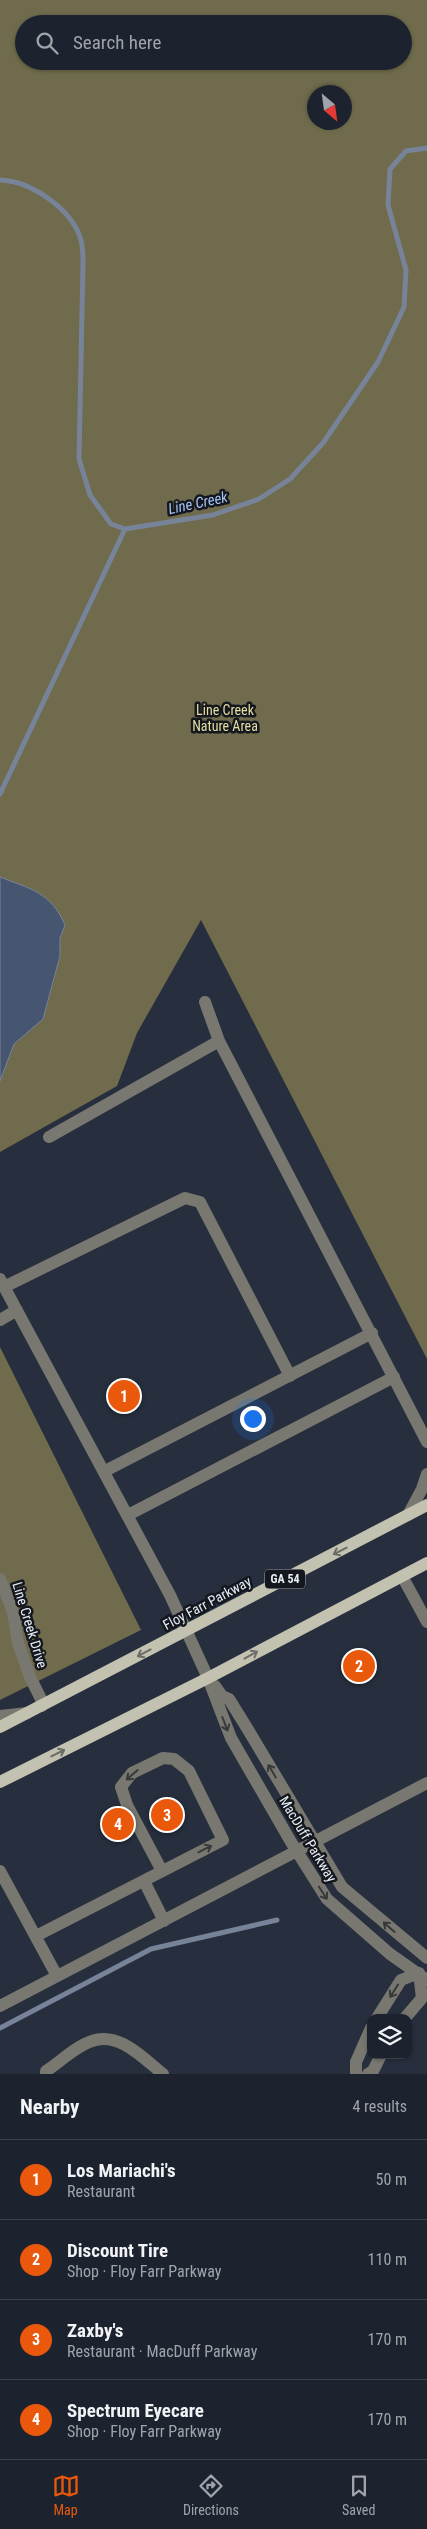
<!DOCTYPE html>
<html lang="en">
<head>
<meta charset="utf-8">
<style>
  body { margin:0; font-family:"Roboto Condensed",sans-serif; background:#2a2f3a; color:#f1f3f6 }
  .controls { position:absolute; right:15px; bottom:15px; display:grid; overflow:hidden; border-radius:10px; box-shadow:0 1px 4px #0004 }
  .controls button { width:45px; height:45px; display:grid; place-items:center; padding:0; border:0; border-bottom:1px solid #3b404a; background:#1d232e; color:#f1f3f6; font:25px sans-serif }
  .compass { position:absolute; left:307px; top:85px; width:45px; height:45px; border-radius:50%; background:#1d232e; box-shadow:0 1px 4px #0004; rotate:151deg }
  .you { position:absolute; left:252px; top:1418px; width:18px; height:18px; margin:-12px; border:4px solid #fff; border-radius:50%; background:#1a73e8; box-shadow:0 0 0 8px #1a73e833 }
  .badge { display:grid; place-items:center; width:32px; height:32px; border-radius:50%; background:#ea580c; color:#fff; font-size:16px; font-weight:700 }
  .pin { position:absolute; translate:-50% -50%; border:2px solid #fff; box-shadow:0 1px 5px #0006 }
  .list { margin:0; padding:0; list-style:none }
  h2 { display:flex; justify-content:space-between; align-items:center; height:65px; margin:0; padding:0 20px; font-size:21px }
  h2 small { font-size:16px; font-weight:400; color:#a0a4aa }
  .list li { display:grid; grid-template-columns:32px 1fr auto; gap:15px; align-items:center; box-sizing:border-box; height:80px; padding:0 20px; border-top:1px solid #3b404a }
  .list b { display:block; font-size:19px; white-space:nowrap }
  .list p { margin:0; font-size:16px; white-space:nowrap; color:#a0a4aa }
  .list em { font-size:16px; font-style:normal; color:#a0a4aa }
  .icon { flex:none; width:28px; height:28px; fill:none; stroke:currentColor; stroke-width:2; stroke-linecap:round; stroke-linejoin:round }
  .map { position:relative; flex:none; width:427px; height:2074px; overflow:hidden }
  .search { position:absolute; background:#1d232e; box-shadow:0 1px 4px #0004; left:15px; right:15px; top:15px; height:55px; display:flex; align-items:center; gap:12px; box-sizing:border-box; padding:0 18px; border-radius:28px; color:#a0a4aa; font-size:19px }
  .sheet { height:385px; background:#1d232e }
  nav { display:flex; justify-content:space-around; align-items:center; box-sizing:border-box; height:70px; border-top:1px solid #3b404a; background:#1d232e; font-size:14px; color:#a0a4aa }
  nav a { display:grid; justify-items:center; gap:2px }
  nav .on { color:#ea580c }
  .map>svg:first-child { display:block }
</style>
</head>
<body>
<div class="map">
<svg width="427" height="2074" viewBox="0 0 427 2074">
  <rect width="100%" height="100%" fill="#272f3e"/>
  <path fill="#6f6b4c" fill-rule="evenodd" d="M0 0H427V1359L201 920 137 1033 117 1086 0 1152ZM24 24H403V61H24ZM314 92H344V122H314Z
    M0 1347 141 1630 0 1700Z"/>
  <path fill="#475670" stroke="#778398" d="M0 877C30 889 51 892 65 925L60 938V956L43 1019 14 1044 0 1081Z"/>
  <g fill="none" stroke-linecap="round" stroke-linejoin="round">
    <path stroke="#778398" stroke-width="5" d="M0 180C31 181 72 209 81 240 83 247 83 256 83 263L79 459 90 495 111 524 125 529 213 515 259 499 290 479 323 443 378 362 404 307 406 270 388 205 390 169 406 151 427 148
      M0 794 125 529
      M0 2028 151 1949 277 1920"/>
    <path stroke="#797870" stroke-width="12" d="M205 1002 219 1041 427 1442
      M49 1137 219 1041
      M0 1279 170 1595 208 1678 231 1738 291 1842 327 1899 390 1954 427 1980
      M4 1287 185 1198 200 1202 290 1376
      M0 1320 17 1310
      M105 1471 372 1333
      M128 1515 394 1377
      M408 1515 422 1489 427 1474
      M402 1576 427 1622
      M0 1579 13 1612 18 1643 30 1677 41 1699 42 1706
      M215 1686 222 1696 229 1699 247 1728 342 1887 427 1958
      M0 1716 27 1713
      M0 1871 57 1976
      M144 1881 164 1921
      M36 1936C98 1904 160 1872 223 1840L189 1771 174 1759 163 1758 132 1773 121 1787 127 1805 162 1871
      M0 2006 427 1783
      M377 2018 401 1980 419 1973
      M405 2018 422 1998 419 1973
      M46 2074V2071C60 2062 76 2046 92 2041 119 2031 144 2059 163 2074
      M356 2074V2062L371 2028
      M368 2074 373 2071 381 2055"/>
    <path stroke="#c3c1b0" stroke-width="12" d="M0 1727 427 1505
      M0 1782 208 1678 427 1563"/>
  </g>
  <defs><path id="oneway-shaft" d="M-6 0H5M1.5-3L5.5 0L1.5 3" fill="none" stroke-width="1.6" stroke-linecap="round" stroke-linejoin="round" transform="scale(1.25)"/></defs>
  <g stroke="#6c6c67">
    <use href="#oneway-shaft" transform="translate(340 1551) rotate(153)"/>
    <use href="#oneway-shaft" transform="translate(144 1653) rotate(152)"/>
    <use href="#oneway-shaft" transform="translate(251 1655) rotate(-29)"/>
    <use href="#oneway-shaft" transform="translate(58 1753) rotate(-26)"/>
  </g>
  <g stroke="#37393b">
    <use href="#oneway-shaft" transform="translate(225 1724) rotate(69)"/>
    <use href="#oneway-shaft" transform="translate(272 1771) rotate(-120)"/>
    <use href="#oneway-shaft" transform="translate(132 1775) rotate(139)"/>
    <use href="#oneway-shaft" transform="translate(205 1849) rotate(-27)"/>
    <use href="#oneway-shaft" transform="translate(323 1893) rotate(57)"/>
    <use href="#oneway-shaft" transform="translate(389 1927) rotate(-139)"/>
    <use href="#oneway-shaft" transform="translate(394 1991) rotate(122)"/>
  </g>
  <g text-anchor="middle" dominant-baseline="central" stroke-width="5" stroke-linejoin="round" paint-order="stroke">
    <rect fill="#14171e" stroke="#a8adb5" stroke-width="1" x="265" y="1569.5" width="40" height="19" rx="4"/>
    <g font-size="12" font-weight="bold" fill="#e7edf6">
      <text x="285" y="1579">GA 54</text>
    </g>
    <g font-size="14" fill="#e6dea3" stroke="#14171e">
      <text x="225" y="710">Line Creek<tspan x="225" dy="16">Nature Area</tspan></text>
    </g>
    <g font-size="14" fill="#e7edf6" stroke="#14171e">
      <text transform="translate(207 1603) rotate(-28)">Floy Farr Parkway</text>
      <text transform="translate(30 1625) rotate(73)">Line Creek Drive</text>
      <text transform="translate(308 1839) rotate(59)">MacDuff Parkway</text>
    </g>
    <g font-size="15" font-style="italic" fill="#a7c4f5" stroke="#14171e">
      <text transform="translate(198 503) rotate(-12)">Line Creek</text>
    </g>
  </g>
</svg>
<div class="controls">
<button><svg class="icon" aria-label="layers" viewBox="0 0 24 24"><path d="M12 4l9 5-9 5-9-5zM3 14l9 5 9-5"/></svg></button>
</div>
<svg class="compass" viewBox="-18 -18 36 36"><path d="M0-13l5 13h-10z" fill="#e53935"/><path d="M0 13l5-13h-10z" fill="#a0a4aa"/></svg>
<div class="you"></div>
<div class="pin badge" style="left:124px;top:1396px">1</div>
<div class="pin badge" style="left:359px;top:1666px">2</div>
<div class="pin badge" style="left:167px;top:1815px">3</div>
<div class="pin badge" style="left:118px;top:1824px">4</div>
<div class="search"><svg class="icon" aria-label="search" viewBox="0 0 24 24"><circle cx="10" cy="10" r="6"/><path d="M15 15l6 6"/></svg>Search here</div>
</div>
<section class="sheet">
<h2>Nearby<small>4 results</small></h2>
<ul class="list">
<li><span class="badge">1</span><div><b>Los Mariachi's</b><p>Restaurant</p></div><em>50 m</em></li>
<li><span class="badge">2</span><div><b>Discount Tire</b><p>Shop · Floy Farr Parkway</p></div><em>110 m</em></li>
<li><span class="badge">3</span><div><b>Zaxby's</b><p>Restaurant · MacDuff Parkway</p></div><em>170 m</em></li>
<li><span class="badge">4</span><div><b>Spectrum Eyecare</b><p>Shop · Floy Farr Parkway</p></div><em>170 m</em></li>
</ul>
</section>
<nav>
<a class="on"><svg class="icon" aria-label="map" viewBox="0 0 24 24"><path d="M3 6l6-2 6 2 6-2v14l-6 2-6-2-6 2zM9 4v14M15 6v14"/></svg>Map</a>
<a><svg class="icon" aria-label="directions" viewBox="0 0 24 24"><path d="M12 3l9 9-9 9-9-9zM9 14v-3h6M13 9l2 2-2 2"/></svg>Directions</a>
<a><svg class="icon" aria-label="saved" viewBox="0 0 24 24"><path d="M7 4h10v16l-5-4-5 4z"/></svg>Saved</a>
</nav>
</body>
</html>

YOUR TASK:
From the entries above, tally the lines that contain the string "list". Report the total and nothing more.

REPLY:
6